(Goal of the exercise):
This exercise calls for copying every line below that holds the word "DEPUTADO".

[Input for this task Boundary: Start]

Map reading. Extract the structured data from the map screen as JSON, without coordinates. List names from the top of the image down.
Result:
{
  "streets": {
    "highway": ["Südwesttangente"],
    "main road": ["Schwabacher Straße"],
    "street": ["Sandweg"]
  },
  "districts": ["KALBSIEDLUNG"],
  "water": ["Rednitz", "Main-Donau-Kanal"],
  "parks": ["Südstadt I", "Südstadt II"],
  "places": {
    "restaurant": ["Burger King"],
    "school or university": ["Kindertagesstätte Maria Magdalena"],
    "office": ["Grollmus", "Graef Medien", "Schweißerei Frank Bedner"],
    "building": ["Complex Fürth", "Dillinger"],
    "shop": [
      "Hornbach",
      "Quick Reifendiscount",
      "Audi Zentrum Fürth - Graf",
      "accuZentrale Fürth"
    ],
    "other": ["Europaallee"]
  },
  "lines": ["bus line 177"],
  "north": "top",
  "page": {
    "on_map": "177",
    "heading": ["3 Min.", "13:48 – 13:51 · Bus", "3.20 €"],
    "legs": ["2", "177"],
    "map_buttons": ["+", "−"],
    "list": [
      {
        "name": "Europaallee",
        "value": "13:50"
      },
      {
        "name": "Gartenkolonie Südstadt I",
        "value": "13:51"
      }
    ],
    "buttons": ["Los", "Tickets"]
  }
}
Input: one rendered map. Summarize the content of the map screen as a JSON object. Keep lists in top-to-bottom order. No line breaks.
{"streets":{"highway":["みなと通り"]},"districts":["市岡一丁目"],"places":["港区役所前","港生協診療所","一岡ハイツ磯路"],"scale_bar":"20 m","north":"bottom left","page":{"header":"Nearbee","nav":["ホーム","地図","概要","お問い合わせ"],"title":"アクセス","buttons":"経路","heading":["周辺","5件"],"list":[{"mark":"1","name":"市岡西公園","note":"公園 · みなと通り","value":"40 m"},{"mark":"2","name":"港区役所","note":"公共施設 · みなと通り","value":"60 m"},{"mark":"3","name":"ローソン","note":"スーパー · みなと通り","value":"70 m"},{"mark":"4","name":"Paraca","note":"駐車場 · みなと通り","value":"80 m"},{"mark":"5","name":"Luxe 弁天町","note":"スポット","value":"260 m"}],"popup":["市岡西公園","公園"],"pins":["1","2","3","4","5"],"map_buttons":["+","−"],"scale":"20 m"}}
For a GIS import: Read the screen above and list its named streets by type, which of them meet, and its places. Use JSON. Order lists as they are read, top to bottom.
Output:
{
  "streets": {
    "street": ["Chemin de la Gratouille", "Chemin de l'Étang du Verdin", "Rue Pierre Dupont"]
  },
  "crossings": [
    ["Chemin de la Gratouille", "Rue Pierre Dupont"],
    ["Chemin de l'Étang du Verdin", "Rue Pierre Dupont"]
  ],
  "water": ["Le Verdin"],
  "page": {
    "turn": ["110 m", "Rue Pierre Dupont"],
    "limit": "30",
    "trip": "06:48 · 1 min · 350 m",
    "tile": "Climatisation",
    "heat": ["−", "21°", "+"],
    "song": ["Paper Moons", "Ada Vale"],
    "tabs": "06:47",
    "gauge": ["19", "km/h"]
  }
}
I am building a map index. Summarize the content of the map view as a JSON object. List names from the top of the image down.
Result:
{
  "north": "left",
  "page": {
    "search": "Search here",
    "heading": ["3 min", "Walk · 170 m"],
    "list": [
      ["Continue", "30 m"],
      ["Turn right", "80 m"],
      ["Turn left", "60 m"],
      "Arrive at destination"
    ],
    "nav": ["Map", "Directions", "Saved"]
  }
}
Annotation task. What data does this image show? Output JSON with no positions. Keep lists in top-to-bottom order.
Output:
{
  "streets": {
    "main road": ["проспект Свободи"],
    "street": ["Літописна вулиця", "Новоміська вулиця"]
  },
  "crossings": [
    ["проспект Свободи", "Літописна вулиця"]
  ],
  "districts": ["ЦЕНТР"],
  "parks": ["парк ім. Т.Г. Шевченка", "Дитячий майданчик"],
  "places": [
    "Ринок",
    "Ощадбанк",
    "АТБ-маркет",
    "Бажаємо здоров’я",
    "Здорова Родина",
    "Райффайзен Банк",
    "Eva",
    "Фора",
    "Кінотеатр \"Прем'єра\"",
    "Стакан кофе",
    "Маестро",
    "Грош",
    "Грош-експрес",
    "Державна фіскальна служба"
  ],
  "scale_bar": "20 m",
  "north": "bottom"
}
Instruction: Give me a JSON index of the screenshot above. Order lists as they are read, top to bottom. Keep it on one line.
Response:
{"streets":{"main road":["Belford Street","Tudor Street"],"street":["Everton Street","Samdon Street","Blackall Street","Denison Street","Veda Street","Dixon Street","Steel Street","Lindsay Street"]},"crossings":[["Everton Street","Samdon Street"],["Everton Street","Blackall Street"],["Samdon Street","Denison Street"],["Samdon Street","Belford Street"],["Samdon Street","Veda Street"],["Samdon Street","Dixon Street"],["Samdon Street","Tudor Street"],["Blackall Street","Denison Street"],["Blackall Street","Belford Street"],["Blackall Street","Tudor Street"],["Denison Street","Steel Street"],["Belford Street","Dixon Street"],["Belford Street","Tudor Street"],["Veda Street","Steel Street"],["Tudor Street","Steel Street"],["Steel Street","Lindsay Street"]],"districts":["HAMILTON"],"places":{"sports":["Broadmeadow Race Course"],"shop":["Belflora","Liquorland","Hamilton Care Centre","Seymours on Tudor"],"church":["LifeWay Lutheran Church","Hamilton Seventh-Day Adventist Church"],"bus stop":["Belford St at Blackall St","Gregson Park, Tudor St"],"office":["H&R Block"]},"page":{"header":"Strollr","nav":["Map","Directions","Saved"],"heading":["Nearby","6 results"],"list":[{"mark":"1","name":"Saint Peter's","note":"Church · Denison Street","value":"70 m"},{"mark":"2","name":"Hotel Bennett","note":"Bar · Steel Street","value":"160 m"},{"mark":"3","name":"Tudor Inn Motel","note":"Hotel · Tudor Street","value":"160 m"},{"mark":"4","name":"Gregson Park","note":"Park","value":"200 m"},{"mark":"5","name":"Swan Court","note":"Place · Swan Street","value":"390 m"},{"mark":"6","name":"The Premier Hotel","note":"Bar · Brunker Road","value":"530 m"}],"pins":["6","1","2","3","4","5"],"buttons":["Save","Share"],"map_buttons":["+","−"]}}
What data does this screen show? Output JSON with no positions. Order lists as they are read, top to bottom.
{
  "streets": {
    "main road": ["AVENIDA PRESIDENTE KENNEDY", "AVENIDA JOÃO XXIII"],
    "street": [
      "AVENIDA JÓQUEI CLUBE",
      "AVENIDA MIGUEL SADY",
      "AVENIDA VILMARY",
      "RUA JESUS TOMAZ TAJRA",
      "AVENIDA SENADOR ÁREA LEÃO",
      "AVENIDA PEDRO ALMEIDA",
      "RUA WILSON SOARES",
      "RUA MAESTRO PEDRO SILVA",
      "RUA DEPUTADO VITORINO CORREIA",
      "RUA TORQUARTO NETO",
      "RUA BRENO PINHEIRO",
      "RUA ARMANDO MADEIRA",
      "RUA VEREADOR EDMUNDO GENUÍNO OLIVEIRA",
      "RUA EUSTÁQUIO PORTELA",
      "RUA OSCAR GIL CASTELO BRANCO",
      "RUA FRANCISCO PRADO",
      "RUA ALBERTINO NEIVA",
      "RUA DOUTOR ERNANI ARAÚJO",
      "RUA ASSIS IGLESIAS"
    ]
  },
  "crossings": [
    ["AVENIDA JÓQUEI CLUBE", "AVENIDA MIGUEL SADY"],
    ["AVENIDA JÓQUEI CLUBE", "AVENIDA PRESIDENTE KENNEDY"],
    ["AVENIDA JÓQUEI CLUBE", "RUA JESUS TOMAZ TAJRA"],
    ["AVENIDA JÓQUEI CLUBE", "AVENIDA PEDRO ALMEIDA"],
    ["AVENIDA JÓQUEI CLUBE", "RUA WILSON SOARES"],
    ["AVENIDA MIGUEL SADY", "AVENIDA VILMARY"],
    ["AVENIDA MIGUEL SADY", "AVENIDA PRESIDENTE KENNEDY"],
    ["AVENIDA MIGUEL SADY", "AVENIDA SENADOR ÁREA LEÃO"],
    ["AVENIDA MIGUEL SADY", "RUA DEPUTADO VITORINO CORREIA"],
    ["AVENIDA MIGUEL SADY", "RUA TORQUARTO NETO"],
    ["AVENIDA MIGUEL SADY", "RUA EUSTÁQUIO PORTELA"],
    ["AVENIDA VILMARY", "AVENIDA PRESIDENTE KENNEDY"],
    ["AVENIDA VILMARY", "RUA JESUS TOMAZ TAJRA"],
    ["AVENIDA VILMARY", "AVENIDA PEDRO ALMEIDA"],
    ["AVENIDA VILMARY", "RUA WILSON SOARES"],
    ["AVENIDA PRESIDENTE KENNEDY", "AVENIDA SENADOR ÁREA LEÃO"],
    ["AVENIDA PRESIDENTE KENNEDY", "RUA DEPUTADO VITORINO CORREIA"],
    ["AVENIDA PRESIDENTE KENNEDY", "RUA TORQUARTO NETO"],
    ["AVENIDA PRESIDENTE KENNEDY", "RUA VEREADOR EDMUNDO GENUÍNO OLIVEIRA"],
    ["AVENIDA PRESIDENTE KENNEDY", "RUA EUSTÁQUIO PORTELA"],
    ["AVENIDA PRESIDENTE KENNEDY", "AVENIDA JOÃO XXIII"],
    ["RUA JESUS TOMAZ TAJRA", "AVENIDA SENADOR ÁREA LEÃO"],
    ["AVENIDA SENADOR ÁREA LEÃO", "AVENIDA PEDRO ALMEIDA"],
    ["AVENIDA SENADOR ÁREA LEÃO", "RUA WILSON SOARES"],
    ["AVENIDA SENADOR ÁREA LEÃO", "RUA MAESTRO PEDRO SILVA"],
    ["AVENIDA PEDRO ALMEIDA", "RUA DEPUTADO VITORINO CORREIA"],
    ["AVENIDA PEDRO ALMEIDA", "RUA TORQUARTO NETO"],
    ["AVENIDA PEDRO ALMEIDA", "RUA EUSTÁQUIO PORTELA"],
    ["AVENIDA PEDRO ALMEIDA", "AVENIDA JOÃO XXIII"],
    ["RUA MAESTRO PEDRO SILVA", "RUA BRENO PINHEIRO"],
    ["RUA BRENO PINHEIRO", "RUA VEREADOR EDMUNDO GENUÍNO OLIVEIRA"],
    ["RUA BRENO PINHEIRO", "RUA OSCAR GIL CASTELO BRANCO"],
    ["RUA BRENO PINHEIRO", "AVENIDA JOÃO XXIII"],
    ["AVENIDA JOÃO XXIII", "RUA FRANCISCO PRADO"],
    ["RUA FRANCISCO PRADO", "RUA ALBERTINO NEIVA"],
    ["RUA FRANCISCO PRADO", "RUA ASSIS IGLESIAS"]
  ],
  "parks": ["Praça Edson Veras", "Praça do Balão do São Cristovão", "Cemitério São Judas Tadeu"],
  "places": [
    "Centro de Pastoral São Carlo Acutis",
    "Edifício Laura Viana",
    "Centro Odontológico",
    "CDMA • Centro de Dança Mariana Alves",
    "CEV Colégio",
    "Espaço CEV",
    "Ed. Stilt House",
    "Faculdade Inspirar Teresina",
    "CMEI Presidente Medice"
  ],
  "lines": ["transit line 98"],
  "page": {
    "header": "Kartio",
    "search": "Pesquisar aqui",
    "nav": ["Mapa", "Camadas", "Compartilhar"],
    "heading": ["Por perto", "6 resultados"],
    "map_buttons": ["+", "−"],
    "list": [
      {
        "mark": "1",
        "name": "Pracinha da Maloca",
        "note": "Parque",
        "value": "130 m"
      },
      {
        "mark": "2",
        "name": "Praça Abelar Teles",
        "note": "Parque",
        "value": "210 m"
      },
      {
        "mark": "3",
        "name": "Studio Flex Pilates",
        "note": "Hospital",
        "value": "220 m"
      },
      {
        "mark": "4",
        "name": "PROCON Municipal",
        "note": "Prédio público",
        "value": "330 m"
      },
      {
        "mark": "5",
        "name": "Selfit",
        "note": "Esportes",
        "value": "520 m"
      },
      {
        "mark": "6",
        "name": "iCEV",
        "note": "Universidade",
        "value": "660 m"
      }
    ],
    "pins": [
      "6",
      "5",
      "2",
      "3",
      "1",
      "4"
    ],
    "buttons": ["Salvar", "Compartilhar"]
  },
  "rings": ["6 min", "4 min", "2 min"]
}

[Input for this task Boundary: End]

(Answer space):
      "RUA DEPUTADO VITORINO CORREIA",
    ["AVENIDA MIGUEL SADY", "RUA DEPUTADO VITORINO CORREIA"],
    ["AVENIDA PRESIDENTE KENNEDY", "RUA DEPUTADO VITORINO CORREIA"],
    ["AVENIDA PEDRO ALMEIDA", "RUA DEPUTADO VITORINO CORREIA"],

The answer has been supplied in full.